• _Work instruction_
Please transcribe, word for word, the line containing "I am building" and every line after it through the end of the records below, and nothing else.

Top of Extracted records

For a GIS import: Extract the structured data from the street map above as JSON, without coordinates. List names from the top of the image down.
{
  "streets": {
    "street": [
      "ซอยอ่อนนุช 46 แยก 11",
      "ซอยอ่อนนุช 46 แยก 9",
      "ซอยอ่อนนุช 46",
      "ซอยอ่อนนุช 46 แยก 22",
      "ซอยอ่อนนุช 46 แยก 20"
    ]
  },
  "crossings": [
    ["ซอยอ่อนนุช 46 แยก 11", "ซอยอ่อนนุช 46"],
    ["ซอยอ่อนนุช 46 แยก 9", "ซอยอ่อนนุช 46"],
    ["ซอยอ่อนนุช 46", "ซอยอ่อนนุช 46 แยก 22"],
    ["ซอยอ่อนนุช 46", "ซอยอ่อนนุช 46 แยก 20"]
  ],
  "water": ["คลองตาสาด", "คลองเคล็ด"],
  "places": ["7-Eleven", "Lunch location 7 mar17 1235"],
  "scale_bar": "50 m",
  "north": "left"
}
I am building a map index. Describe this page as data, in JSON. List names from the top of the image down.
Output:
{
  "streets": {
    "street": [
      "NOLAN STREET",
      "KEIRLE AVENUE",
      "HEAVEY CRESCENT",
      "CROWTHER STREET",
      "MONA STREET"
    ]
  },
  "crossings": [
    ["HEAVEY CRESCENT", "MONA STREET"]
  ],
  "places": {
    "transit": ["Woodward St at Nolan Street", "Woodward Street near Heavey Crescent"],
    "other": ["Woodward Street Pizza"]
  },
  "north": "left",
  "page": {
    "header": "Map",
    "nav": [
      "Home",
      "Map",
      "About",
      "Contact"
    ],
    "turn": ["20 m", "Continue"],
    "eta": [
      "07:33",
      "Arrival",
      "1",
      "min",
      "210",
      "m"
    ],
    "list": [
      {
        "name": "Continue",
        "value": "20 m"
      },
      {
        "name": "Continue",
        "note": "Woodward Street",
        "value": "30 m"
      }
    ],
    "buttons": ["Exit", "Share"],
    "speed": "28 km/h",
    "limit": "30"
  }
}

Bottom of Extracted records

• _Written answer_
I am building a map index. Describe this page as data, in JSON. List names from the top of the image down.
Output:
{
  "streets": {
    "street": [
      "NOLAN STREET",
      "KEIRLE AVENUE",
      "HEAVEY CRESCENT",
      "CROWTHER STREET",
      "MONA STREET"
    ]
  },
  "crossings": [
    ["HEAVEY CRESCENT", "MONA STREET"]
  ],
  "places": {
    "transit": ["Woodward St at Nolan Street", "Woodward Street near Heavey Crescent"],
    "other": ["Woodward Street Pizza"]
  },
  "north": "left",
  "page": {
    "header": "Map",
    "nav": [
      "Home",
      "Map",
      "About",
      "Contact"
    ],
    "turn": ["20 m", "Continue"],
    "eta": [
      "07:33",
      "Arrival",
      "1",
      "min",
      "210",
      "m"
    ],
    "list": [
      {
        "name": "Continue",
        "value": "20 m"
      },
      {
        "name": "Continue",
        "note": "Woodward Street",
        "value": "30 m"
      }
    ],
    "buttons": ["Exit", "Share"],
    "speed": "28 km/h",
    "limit": "30"
  }
}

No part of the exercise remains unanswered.